Shocked Serbians mourned the nine victims of their nation’s first mass school shooting on Thursday while teachers demanded better security and two wounded pupils fought for their lives.

The suspected shooter, a 13-year-old boy, surrendered on Wednesday, police said, after taking two of his father’s handguns to kill eight pupils and a security guard in a hallway and history class at their school in the capital Belgrade.

A teacher and six pupils were also wounded in the shooting, with two still in critical condition.

“The girl who underwent an urgent surgery yesterday due to head injuries … remains in critical condition and in intensive care,” Sinisa Ducic, acting director at Tirsova hospital, told reporters.

Milika Asanin, director of University hospital, said the condition of a severely wounded boy treated there had improved, but was still critical, Tanjug news agency reported.

The others were stable.

The unprecedented killing prompted the government to announce tougher curbs on gun ownership and to declare three days of official national mourning from Friday.

Hundreds of schoolchildren with candles and flowers gathered for a vigil on Thursday evening in streets around the school, while churches planned memorial prayers.

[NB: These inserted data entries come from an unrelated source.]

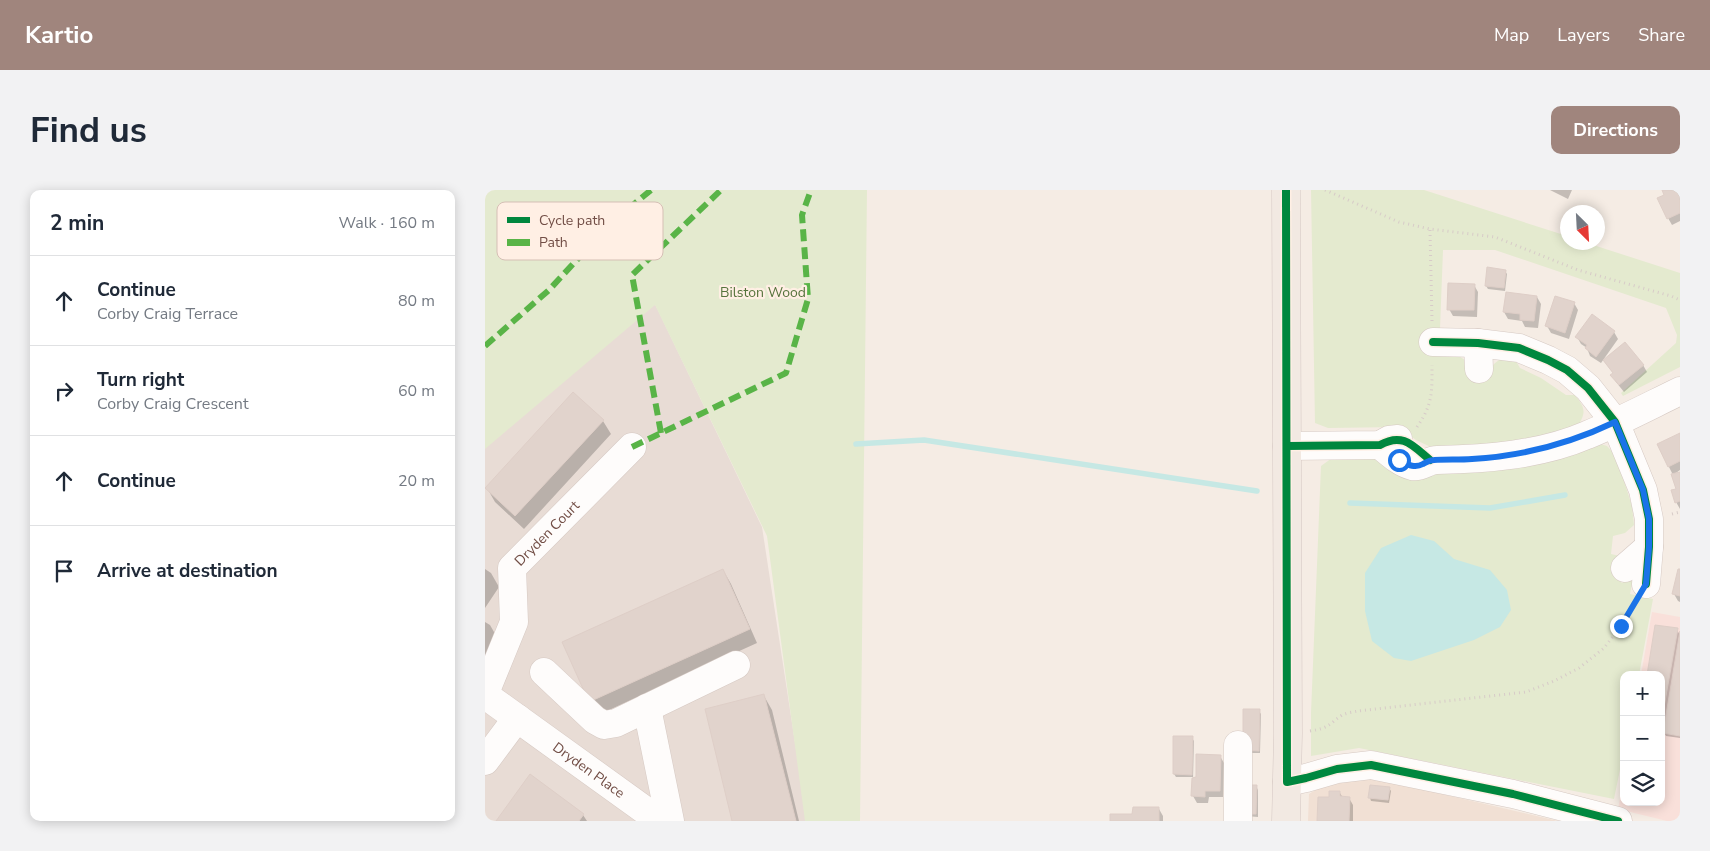 <!DOCTYPE html>
<meta charset="utf-8">
<style>
body{margin:0;font-family:"Nunito Sans",sans-serif;background:#f2f2f3;color:#1f2937}
.controls{position:absolute;right:15px;bottom:15px;display:grid;overflow:hidden;border-radius:10px;box-shadow:0 2px 12px #0003}
.controls button{width:45px;height:45px;display:grid;place-items:center;padding:0;border:0;border-bottom:1px solid #e0e1e3;background:#fff;color:#1f2937;font:25px sans-serif}
.compass{position:absolute;left:1075px;top:15px;width:45px;height:45px;border-radius:50%;background:#fff;box-shadow:0 2px 12px #0003;rotate:156deg}
.stop{position:absolute;width:15px;height:15px;margin:-11px;border:4px solid #1a73e8;border-radius:50%;background:#fff}
.stop.end{background:#1a73e8;border-color:#fff;box-shadow:0 1px 5px #0008}
.list{margin:0;padding:0;list-style:none}
h2{display:flex;justify-content:space-between;align-items:center;height:65px;margin:0;padding:0 20px;font-size:21px}
h2 small{font-size:16px;font-weight:400;color:#747a83}
.list li{display:grid;grid-template-columns:32px 1fr auto;gap:15px;align-items:center;box-sizing:border-box;height:90px;padding:0 20px;border-top:1px solid #e0e1e3}
.list b{display:block;font-size:19px;white-space:nowrap}
.list p{margin:0;font-size:16px;white-space:nowrap;color:#747a83}
.list em{font-size:16px;font-style:normal;color:#747a83}
.icon{flex:none;width:28px;height:28px;fill:none;stroke:currentColor;stroke-width:2;stroke-linecap:round;stroke-linejoin:round}
.map{position:relative;flex:none;width:1195px;height:631px;overflow:hidden;border-radius:10px}
header{display:flex;align-items:center;gap:30px;box-sizing:border-box;height:70px;padding:0 25px;background:#a0857d;color:#fff}
header strong{font-size:24px}
nav{display:flex;gap:28px;margin-inline-start:auto;font-size:18px}
.intro{display:flex;align-items:center;justify-content:space-between;box-sizing:border-box;height:120px;padding:0 30px}
h1{margin:0;font-size:35px}
.button{padding:12px 22px;border-radius:10px;background:#a0857d;color:#fff;font-size:18px;font-weight:700}
main{display:flex;gap:30px;padding:0 30px}
aside{flex:1;background:#fff;border-radius:10px;box-shadow:0 2px 12px #0003}
.map>svg:first-child{display:block}
</style>
<header>
<strong>Kartio</strong>
<nav><a>Map</a><a>Layers</a><a>Share</a></nav>
</header>
<div class="intro"><h1>Find us</h1><a class="button">Directions</a></div>
<main>
<aside>
<h2>2 min<small>Walk · 160 m</small></h2>
<ul class="list">
<li><svg class="icon" aria-label="ahead" viewBox="0 0 24 24"><path d="M12 20V5M6 11l6-6 6 6"/></svg><div><b>Continue</b><p>Corby Craig Terrace</p></div><em>80 m</em></li>
<li><svg class="icon" aria-label="right" viewBox="0 0 24 24"><path d="M7 20v-9h11M14 6l5 5-5 5"/></svg><div><b>Turn right</b><p>Corby Craig Crescent</p></div><em>60 m</em></li>
<li><svg class="icon" aria-label="ahead" viewBox="0 0 24 24"><path d="M12 20V5M6 11l6-6 6 6"/></svg><div><b>Continue</b></div><em>20 m</em></li>
<li><svg class="icon" aria-label="arrive" viewBox="0 0 24 24"><path d="M6 21V4h12l-3 4 3 4H6"/></svg><div><b>Arrive at destination</b></div></li>
</ul>
</aside>
<div class="map">
<svg width="1195" height="631" viewBox="0 0 1195 631">
<rect width="100%" height="100%" fill="#f5ece4"/>
<!-- residential -->
<path fill="#f1e0d4" d="M 874,588 L 905,592 L 1073,631 L 823,631 L 824,604 L 840,594 Z"/>
<!-- commercial -->
<path fill="#f9e0da" d="M 1167,422 L 1195,427 L 1195,631 L 1182,631 L 1133,619 L 1139,587 L 1139,612 L 1176,612 L 1176,485 L 1156,485 Z"/>
<!-- industrial -->
<path fill="#e8dcd5" d="M 169,112 L 277,337 L 322,631 L 0,631 L 0,251 Z"/>
<!-- green -->
<path fill="#e4eacf" d="M 0,0 L 382,0 L 375,631 L 320,631 L 282,346 L 170,115 L 0,259 Z
M 826,0 L 939,0 L 1082,46 L 1082,52 L 1102,53 L 1195,83 L 1195,177 L 1138,206 L 1136,203 L 1191,153 L 1192,145 L 1181,118 L 1010,60 L 958,60 L 954,165 L 969,163 L 980,170 L 987,190 L 1004,188 C 1006,173 1011,171 1024,166 L 1031,171 L 1035,178 L 1056,188 L 1081,205 L 1090,205 C 1101,219 1101,222 1092,238 L 1035,252 L 952,260 L 931,250 L 914,237 L 843,238 L 830,233 Z
M 1112,253 L 1122,256 L 1131,266 L 1147,316 L 1149,335 L 1140,343 L 1128,346 L 1126,364 L 1139,367 L 1125,379 L 1137,393 L 1149,384 L 1145,404 L 1168,409 L 1154,485 L 1139,485 L 1139,560 L 1129,609 L 874,558 L 826,566 L 826,523 L 836,276 L 847,268 Z"/>
<!-- water -->
<path fill="#c6e8e4" d="M 926,345 L 949,351 L 969,369 L 1005,380 L 1022,400 L 1026,420 L 1015,437 L 989,450 L 926,471 L 909,468 L 887,451 L 880,421 L 880,383 L 896,358 Z"/>
<!-- shadow -->
<path fill="#0003" d="M 1065,0 L 1087,0 L 1083,9 Z
M 1178,0 L 1195,0 L 1195,31 L 1187,35 L 1183,28 L 1181,5 Z
M 1020,81 L 1022,84 L 1020,101 L 1003,99 L 1001,96 Z
M 989,95 L 993,102 L 992,127 L 968,126 L 964,119 Z
M 1052,107 L 1056,114 L 1053,138 L 1040,137 L 1037,131 L 1023,129 L 1019,122 Z
M 1089,113 L 1093,120 L 1084,149 L 1066,143 L 1062,136 Z
M 1129,142 L 1133,149 L 1116,173 L 1105,166 L 1102,158 L 1096,154 L 1092,147 Z
M 1119,171 L 1158,175 L 1162,182 L 1139,202 L 1131,192 L 1127,185 L 1129,184 Z
M 118,231 L 126,244 L 39,339 L 10,312 L 2,298 Z
M 1195,245 L 1195,280 L 1188,285 L 1173,255 Z
M 1195,283 L 1195,319 L 1191,312 Z
M 0,379 L 6,383 L 14,397 L 0,418 Z
M 238,380 L 246,394 L 272,453 L 113,525 L 105,512 Z
M 1195,380 L 1195,412 L 1193,411 L 1189,404 Z
M 0,432 L 5,435 L 13,449 L 0,466 Z
M 1192,440 L 1195,445 L 1195,548 L 1181,546 L 1177,539 L 1176,545 L 1176,485 Z
M 279,506 L 287,520 L 314,631 L 249,631 Z
M 774,521 L 776,524 L 775,563 L 761,563 Z
M 707,548 L 709,551 L 708,589 L 712,589 L 735,566 L 739,573 L 738,607 L 724,607 L 723,613 L 712,613 L 708,606 L 708,587 L 691,587 L 689,584 Z
M 45,586 L 98,625 L 102,631 L 13,631 Z
M 771,596 L 773,600 L 773,627 L 761,626 Z
M 904,598 L 906,601 L 904,613 L 886,611 L 885,608 Z
M 855,603 L 858,608 L 864,608 L 868,615 L 868,631 L 833,631 Z
M 674,619 L 678,626 L 678,631 L 626,631 Z"/>
<g fill="none" stroke-linecap="round" stroke-linejoin="round">
<!-- stream -->
<path stroke="#c6e8e4" stroke-width="5.5" d="M 371,254 L 439,250 L 772,301
M 865,313 L 1005,318 L 1080,305"/>
</g>
<!-- building -->
<path fill="#e1d3cc" stroke="#decec7" d="M 1177,0 L 1195,0 L 1195,23 L 1182,29 L 1172,8 L 1179,5 Z
M 1002,77 L 1021,80 L 1019,98 L 1000,96 Z
M 963,93 L 990,94 L 989,120 L 962,120 Z
M 1021,102 L 1052,106 L 1049,131 L 1035,130 L 1035,124 L 1018,122 Z
M 1070,106 L 1090,112 L 1080,143 L 1060,136 Z
M 1107,124 L 1130,141 L 1111,167 L 1100,158 L 1102,155 L 1090,147 Z
M 1140,152 L 1159,175 L 1134,195 L 1125,185 L 1128,183 L 1118,170 Z
M 88,202 L 119,230 L 30,326 L 0,298 Z
M 1195,243 L 1195,271 L 1183,277 L 1172,254 Z
M 1195,282 L 1195,311 L 1190,313 L 1186,300 L 1191,299 L 1186,284 Z
M 238,379 L 265,439 L 104,512 L 77,452 Z
M 1193,379 L 1195,379 L 1195,406 L 1187,404 Z
M 1170,435 L 1193,438 L 1176,534 L 1176,485 L 1162,485 Z
M 1195,441 L 1195,546 L 1178,543 Z
M 279,504 L 311,631 L 247,631 L 220,519 Z
M 758,519 L 775,519 L 774,561 L 758,560 Z
M 688,546 L 708,546 L 707,585 L 688,584 Z
M 711,564 L 736,565 L 735,601 L 720,601 L 720,607 L 706,606 L 707,588 L 711,587 Z
M 45,584 L 99,624 L 94,631 L 11,631 Z
M 758,595 L 772,595 L 771,624 L 758,624 Z
M 885,595 L 905,597 L 903,610 L 883,608 Z
M 844,601 L 855,601 L 855,606 L 865,607 L 864,631 L 832,631 L 833,607 L 844,607 Z
M 648,617 L 674,617 L 674,631 L 625,631 L 625,624 L 647,624 Z"/>
<g fill="none" stroke-linecap="round" stroke-linejoin="round">
<defs>
<g id="minor">
<path d="M 948,152 L 993,153 L 1034,158 L 1063,170 L 1082,180 L 1103,198 L 1130,232 L 1158,300 L 1164,329 L 1164,357 L 1161,394"/>
<path d="M 993,153 L 994,179"/>
<path d="M 895,255 C 905,263 915,273 927,276 C 936,278 943,270 952,270 C 1001,269 1056,265 1102,245 C 1134,232 1164,216 1195,201"/>
<path d="M 802,256 L 895,255 L 904,250 L 913,249"/>
<path d="M 1140,378 L 1164,357"/>
<path d="M 59,482 L 110,530 L 119,535 L 131,533 L 251,475"/>
<path id="s1" d="M 0,503 L 29,432 L 27,378 L 147,257"/>
<path id="s2" d="M 0,505 L 175,631"/>
<path d="M 162,518 L 185,631"/>
<path d="M 0,571 L 32,528"/>
<path d="M 802,592 L 821,588 L 852,579 L 886,575 L 1028,604 L 1133,631"/>
<path d="M 753,631 L 753,555"/>
</g>
<path id="major" d="M 801,631 L 803,544 L 801,0"/>
</defs>
<!-- minor casing -->
<use href="#minor" stroke="#d6c9c3" stroke-width="29"/>
<!-- major casing -->
<use href="#major" stroke="#d4c7c3" stroke-width="29"/>
<!-- path -->
<path stroke="#d7cbc8" stroke-width="3" stroke-dasharray="1 4" stroke-linecap="butt" d="M 840,0 L 914,32 L 945,39 L 1010,47 L 1093,80 L 1186,106 L 1195,110
M 945,40 L 947,131
M 932,237 C 948,214 947,202 947,175
M 1187,324 L 1195,322
M 825,541 C 844,538 843,535 857,525 C 861,523 868,522 873,521 L 1041,502 L 1069,491 L 1094,478 L 1119,458 L 1136,436 L 1149,414"/>
<!-- minor -->
<use href="#minor" stroke="#fefcfb" stroke-width="28"/>
<!-- major -->
<use href="#major" stroke="#f2e9e2" stroke-width="28"/>
<!-- quiet -->
<path stroke="#59b447" stroke-width="6" stroke-dasharray="12 6" stroke-linecap="butt" d="M 0,156 L 64,100 L 125,34 L 166,0
M 176,243 L 147,85 L 236,0
M 147,257 L 301,183 L 323,109 L 317,25 L 326,0"/>
<defs>
<path id="cycleway" d="M 801,0 L 802,592 L 821,588 L 852,579 L 886,575 L 1028,604 L 1133,631
M 948,152 L 993,153 L 1034,158 L 1063,170 L 1082,180 L 1103,198 L 1130,232 L 1158,300 L 1164,329 L 1164,357 L 1161,394
M 802,256 L 895,255 C 918,242 928,256 945,270"/>
</defs>
<!-- cycleway casing -->
<use href="#cycleway" stroke="#ffefe4" stroke-width="11"/>
<!-- cycleway -->
<use href="#cycleway" stroke="#00873e" stroke-width="8"/>
</g>
<g fill="none" stroke-linecap="round" stroke-linejoin="round">
<!-- route -->
<path stroke="#1a73e8" stroke-width="6" d="M 914,270 C 922,274 929,279 938,274 C 942,272 944,270 949,270 C 961,269 974,270 987,269 C 1038,266 1084,254 1130,232 L 1158,300 L 1164,329 L 1164,357 L 1161,394 L 1136,436"/>
</g>
<g text-anchor="middle" stroke-width="4.5" stroke-linejoin="round" paint-order="stroke">
<!-- park labels -->
<g font-size="14" fill="#56733c" stroke="#ffefe4">
<text x="278" y="107">Bilston Wood</text>
</g>
<!-- street labels -->
<g font-size="14" fill="#724e46" stroke="#ffefe4">
<text dy="5" stroke="none"><textPath href="#s1" startOffset="180">Dryden Court</textPath></text>
<text dy="5" stroke="none"><textPath href="#s2" startOffset="128">Dryden Place</textPath></text>
</g>
</g>
<!-- legend -->
<rect x="12" y="12" width="166" height="58" rx="8" fill="#ffefe4" stroke="#d5bfb5" stroke-width="1"/>
<rect x="22" y="27" width="23" height="6" fill="#00873e"/>
<rect x="22" y="49" width="23" height="7" fill="#59b447"/>
<g font-size="14" fill="#724e46">
<text x="54" y="35">Cycle path</text>
<text x="54" y="57">Path</text>
</g>
</svg>
<div class="controls">
<button>+</button>
<button>−</button>
<button><svg class="icon" aria-label="layers" viewBox="0 0 24 24"><path d="M12 4l9 5-9 5-9-5zM3 14l9 5 9-5"/></svg></button>
</div>
<svg class="compass" viewBox="-18 -18 36 36"><path d="M0-13l5 13h-10z" fill="#e53935"/><path d="M0 13l5-13h-10z" fill="#747a83"/></svg>
<div class="stop" style="left:914px;top:270px"></div>
<div class="stop end" style="left:1136px;top:436px"></div>
</div>
</main>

“There are no words,” said Aleksandra Zizic, a Belgrade schoolteacher in shock. “We have spent the day yesterday with children to try and rationalize … what happened.”

Drug tests on the teenage suspect, taken late on Wednesday at Belgrade’s Military Medical Academy to see if he was under the influence, were negative, Tanjug said, quoting the suspect’s family lawyer Irina Borovic.

Dozens of high school teachers rallied in front of the Education Ministry in downtown Belgrade on Thursday, demanding improvements to school security and the education system.

“I have a child of that age,” said Ninoslav Petrovic, a teacher and a union activist. “This cannot be justified. School is an institution where such things must not happen.”

Ivica Dacic, Serbia’s foreign minister and head of the co-ruling Socialist Party, said Education Minister Branko Ruzic, a Socialist, was ready to resign but said that would not address the social problem raised.

“The question is whether it will happen again, whether someone will copy it,” he told local TV.

Ruzic was not immediately available for comment.

President Aleksandar Vucic on Wednesday announced a moratorium on new gun licences other than for hunting, a revision of existing permits, and enhanced surveillance of shooting ranges and storage of weapons.

The Serbian Interior Ministry told gun owners on Thursday to keep weapons empty and locked up prior to police checks on storage cabinets and safes.

The suspected shooter is under Serbia’s age of criminal responsibility. He has been taken to a psychiatric institution for an evaluation and his father arrested.

Lawyer Borovic said the father, whom she named as Vladimir Kecmanovic, would appear in court on Friday to face charges of endangering public safety. She said she would address the public after that.